Personally, I remember when my dentist looked to prescribe 15-year-old me a month’s worth of Vicodin for the pain I may experience after my wisdom teeth surgery. I didn’t need Vicodin, much less a whole month’s supply. Besides for an excruciating infection I got from eating Chinese food four hours after my surgery, my story of over-prescription is not unique. I very easily could have become hooked like millions of other normal Americans who may have a disposition to addiction. The road from post-surgery to post-mortem is getting shorter and shorter.

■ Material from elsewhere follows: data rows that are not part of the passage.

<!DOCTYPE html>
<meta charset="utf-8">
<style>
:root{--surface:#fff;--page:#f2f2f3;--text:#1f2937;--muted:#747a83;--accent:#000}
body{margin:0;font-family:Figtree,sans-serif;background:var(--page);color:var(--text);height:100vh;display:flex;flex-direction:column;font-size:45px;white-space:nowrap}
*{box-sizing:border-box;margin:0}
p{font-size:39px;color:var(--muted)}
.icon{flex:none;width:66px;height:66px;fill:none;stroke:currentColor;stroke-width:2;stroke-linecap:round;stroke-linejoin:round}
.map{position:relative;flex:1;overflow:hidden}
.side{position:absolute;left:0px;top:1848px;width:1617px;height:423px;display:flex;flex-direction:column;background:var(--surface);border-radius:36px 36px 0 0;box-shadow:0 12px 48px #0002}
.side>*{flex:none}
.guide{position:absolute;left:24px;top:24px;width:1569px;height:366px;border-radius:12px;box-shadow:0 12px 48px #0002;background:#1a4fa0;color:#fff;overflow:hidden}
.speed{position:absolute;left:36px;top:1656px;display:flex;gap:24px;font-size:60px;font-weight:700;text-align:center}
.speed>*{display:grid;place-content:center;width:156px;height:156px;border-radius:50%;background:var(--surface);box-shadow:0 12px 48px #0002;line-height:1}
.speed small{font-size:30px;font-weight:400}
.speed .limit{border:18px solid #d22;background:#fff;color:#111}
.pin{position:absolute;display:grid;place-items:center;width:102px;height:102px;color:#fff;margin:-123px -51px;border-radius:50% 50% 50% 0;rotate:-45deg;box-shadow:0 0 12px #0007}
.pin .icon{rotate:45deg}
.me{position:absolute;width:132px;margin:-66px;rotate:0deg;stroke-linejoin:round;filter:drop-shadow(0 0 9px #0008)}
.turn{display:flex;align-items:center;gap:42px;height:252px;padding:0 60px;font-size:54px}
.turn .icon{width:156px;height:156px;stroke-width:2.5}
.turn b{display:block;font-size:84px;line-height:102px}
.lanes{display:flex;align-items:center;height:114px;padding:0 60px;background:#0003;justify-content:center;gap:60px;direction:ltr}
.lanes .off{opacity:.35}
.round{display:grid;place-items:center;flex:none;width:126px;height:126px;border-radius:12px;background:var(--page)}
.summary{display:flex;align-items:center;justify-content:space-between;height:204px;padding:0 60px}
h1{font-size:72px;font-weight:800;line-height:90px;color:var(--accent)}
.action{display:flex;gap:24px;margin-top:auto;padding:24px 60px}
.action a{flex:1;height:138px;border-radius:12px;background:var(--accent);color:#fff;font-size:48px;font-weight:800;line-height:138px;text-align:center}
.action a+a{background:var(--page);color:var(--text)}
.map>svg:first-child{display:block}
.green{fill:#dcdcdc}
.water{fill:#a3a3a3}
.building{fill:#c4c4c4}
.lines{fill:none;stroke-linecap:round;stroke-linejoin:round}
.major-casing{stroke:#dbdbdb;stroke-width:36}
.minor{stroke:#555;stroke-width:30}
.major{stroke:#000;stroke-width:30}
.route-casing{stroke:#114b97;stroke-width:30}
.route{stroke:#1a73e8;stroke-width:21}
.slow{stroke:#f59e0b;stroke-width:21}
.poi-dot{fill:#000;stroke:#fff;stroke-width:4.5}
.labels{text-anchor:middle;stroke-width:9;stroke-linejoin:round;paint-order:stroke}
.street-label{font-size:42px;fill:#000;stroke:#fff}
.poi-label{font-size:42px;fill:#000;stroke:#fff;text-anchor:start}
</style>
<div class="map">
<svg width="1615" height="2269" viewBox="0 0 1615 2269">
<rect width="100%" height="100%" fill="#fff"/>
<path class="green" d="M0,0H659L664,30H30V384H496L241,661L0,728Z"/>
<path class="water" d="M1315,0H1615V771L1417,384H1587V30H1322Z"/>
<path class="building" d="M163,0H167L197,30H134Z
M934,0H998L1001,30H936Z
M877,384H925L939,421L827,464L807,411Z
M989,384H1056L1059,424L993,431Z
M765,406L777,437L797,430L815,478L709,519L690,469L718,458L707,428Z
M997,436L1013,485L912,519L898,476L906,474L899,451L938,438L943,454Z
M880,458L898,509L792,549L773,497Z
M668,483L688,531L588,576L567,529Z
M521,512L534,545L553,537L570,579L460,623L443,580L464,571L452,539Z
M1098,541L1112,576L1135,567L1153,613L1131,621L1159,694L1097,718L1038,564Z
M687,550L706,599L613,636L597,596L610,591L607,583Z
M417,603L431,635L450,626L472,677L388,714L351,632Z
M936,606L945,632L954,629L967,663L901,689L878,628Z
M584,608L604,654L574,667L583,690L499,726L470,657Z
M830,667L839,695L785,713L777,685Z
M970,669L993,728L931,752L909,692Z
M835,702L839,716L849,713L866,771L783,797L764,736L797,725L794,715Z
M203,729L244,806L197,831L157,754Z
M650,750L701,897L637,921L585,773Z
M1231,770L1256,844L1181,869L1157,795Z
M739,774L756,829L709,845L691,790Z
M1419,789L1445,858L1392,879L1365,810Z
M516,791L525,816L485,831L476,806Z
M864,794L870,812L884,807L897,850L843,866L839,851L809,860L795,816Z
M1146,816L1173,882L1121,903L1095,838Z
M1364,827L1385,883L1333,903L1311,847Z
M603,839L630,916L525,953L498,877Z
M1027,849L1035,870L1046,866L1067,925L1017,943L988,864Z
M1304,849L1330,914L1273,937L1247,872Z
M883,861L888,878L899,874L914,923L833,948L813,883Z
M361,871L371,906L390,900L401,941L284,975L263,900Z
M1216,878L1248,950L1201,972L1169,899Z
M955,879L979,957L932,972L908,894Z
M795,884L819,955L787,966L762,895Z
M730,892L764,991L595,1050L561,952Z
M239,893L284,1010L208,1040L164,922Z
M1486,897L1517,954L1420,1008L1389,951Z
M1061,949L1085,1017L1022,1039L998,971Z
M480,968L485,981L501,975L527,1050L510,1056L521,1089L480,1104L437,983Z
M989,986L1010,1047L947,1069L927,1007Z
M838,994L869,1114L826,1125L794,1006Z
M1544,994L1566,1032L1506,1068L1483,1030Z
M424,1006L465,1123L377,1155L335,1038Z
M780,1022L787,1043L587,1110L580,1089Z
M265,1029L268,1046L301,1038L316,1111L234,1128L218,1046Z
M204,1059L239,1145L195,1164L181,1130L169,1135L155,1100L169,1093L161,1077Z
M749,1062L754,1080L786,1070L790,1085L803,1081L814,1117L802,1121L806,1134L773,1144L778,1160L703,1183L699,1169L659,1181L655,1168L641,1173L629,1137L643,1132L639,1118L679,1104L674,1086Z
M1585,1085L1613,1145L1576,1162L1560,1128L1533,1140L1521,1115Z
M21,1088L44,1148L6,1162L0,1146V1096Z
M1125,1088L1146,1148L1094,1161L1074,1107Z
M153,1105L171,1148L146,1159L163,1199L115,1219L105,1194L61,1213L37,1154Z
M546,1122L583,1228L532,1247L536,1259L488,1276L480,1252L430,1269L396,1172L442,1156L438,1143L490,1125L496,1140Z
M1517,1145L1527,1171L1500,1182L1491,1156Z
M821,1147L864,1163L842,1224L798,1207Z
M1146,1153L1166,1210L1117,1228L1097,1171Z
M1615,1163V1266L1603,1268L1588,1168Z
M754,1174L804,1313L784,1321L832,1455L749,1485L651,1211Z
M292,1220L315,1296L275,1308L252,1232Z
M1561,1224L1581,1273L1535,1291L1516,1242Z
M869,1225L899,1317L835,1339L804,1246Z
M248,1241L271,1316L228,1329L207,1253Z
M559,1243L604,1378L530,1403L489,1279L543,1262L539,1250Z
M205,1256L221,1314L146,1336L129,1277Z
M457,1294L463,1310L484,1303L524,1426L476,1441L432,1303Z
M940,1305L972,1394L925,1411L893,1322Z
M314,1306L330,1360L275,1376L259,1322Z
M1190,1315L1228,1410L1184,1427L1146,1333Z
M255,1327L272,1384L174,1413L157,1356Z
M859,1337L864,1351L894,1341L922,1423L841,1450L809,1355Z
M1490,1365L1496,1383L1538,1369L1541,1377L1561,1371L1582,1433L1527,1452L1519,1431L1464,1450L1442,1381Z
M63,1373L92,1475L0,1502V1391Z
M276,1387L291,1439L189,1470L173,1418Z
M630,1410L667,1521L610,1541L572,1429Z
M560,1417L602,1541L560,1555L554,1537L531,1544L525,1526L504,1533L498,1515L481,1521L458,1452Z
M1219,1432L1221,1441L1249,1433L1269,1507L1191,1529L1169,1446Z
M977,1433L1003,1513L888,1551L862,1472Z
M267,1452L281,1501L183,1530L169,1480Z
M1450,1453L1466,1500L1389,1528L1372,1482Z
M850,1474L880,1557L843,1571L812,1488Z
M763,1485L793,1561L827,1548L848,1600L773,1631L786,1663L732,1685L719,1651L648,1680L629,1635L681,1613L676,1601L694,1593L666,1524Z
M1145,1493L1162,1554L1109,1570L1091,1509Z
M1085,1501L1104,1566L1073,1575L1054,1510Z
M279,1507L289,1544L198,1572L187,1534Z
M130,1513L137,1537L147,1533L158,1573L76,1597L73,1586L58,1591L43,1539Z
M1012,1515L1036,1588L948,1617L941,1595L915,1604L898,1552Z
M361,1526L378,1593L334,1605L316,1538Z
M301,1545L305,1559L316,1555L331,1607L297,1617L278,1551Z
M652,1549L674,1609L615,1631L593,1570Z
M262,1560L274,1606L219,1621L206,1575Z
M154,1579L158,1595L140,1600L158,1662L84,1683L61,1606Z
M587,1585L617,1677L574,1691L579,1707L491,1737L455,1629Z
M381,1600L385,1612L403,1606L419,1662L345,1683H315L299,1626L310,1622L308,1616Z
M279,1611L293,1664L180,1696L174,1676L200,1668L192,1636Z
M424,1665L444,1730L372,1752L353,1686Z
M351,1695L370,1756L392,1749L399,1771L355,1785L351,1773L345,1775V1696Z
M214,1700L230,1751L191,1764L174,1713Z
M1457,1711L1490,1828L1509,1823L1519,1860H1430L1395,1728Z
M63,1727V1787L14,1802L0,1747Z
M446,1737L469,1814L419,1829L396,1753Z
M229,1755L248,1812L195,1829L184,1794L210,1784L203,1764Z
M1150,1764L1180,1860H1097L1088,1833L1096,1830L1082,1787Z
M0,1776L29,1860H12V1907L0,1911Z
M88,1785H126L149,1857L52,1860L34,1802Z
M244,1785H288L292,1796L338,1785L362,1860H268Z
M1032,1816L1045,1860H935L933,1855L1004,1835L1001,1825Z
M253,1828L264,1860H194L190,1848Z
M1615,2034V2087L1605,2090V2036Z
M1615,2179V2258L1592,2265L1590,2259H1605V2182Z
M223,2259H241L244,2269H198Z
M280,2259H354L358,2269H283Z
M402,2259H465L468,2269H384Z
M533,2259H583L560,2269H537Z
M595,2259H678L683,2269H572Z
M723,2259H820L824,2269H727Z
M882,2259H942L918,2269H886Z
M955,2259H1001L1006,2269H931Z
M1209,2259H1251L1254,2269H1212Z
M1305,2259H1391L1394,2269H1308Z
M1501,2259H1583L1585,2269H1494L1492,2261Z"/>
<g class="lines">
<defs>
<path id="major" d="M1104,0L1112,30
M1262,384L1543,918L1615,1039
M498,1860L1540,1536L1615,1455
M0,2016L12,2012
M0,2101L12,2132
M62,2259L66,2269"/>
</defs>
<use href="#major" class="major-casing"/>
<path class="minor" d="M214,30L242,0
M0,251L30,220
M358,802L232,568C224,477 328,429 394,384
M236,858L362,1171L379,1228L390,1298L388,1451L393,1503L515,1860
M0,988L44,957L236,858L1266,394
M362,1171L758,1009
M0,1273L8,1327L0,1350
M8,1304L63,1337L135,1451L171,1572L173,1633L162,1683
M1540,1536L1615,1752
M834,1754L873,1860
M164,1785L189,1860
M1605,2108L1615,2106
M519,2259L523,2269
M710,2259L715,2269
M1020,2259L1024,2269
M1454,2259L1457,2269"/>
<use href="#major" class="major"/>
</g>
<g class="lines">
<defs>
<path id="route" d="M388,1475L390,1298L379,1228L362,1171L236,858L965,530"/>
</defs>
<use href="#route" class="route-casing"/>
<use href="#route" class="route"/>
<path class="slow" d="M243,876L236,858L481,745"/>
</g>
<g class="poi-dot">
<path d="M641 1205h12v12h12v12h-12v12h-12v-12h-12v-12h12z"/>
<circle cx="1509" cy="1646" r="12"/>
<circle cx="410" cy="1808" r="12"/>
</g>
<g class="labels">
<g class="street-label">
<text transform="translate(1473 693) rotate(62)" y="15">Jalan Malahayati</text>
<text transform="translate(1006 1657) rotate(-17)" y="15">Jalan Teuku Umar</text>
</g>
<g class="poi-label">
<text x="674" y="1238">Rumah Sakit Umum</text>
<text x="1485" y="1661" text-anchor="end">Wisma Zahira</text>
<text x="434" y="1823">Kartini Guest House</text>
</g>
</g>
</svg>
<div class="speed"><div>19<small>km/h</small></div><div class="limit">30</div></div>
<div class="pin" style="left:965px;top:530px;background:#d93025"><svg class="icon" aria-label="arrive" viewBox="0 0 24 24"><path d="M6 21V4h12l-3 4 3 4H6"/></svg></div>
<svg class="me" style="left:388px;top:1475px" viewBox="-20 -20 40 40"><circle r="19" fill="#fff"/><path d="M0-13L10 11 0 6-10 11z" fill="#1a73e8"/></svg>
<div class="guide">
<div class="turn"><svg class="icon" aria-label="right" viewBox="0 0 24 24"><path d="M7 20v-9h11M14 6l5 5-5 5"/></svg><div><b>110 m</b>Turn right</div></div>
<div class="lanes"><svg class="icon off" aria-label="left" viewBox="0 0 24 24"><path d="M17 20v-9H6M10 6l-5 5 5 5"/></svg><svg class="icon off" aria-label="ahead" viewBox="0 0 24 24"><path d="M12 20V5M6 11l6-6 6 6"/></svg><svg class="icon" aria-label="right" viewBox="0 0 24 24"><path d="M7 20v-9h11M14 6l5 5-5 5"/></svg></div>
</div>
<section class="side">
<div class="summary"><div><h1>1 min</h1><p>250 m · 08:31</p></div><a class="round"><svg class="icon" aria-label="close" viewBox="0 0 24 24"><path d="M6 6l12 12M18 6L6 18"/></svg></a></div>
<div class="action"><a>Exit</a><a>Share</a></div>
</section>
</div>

America has slowly learned to accept mental illness more and more, and addiction is no exception (Although it is obviously a disease of the body, acceptance of addiction as a mental illness is relatively recent.) With this progress, we can continue to have open conversations about ways in which to eradicate this disease that’s plaguing America. Addicts, especially those addicted to “dirty drugs” such as heroin or opioids, have traditionally been looked down upon and often brushed under the rug by American society. Take the 1980s crack epidemic, where millions of primarily poor African Americans suffered generations of abuse due to the cheap and addictive drug crack and the obnoxious prison sentences that went along with selling or using the drug. In the time of the epidemic, American mainstream society looked down on those addicted to and affected by the drug, and proactive change wasn’t made until years later. It’s unfortunate that cases of more prominent members of society becoming addicted to opioids is what really sparked the conversation about addiction. Although that is a sad reality, these cases definitely portray the nature of addiction. It can affect anyone, anywhere. It is only through this realization and compassion that we can truly begin to solve this issue. These people aren’t just “junkies,” they are someone’s son, daughter or parent. Although they may be the victims of their own life choices, these people are still sick and should be treated as such.

We don’t have to wait for the politicians to pass legislation to see change come about. Anyone can be certified to administer Narcan, anyone can help volunteer at clinics that help those with addiction, and, easiest of all, we all can be positive forces in each other’s lives that are proactive in preventing addiction in our peers. Through a strong, compassionate stance, we can defeat this disease that’s sickening our country and our county.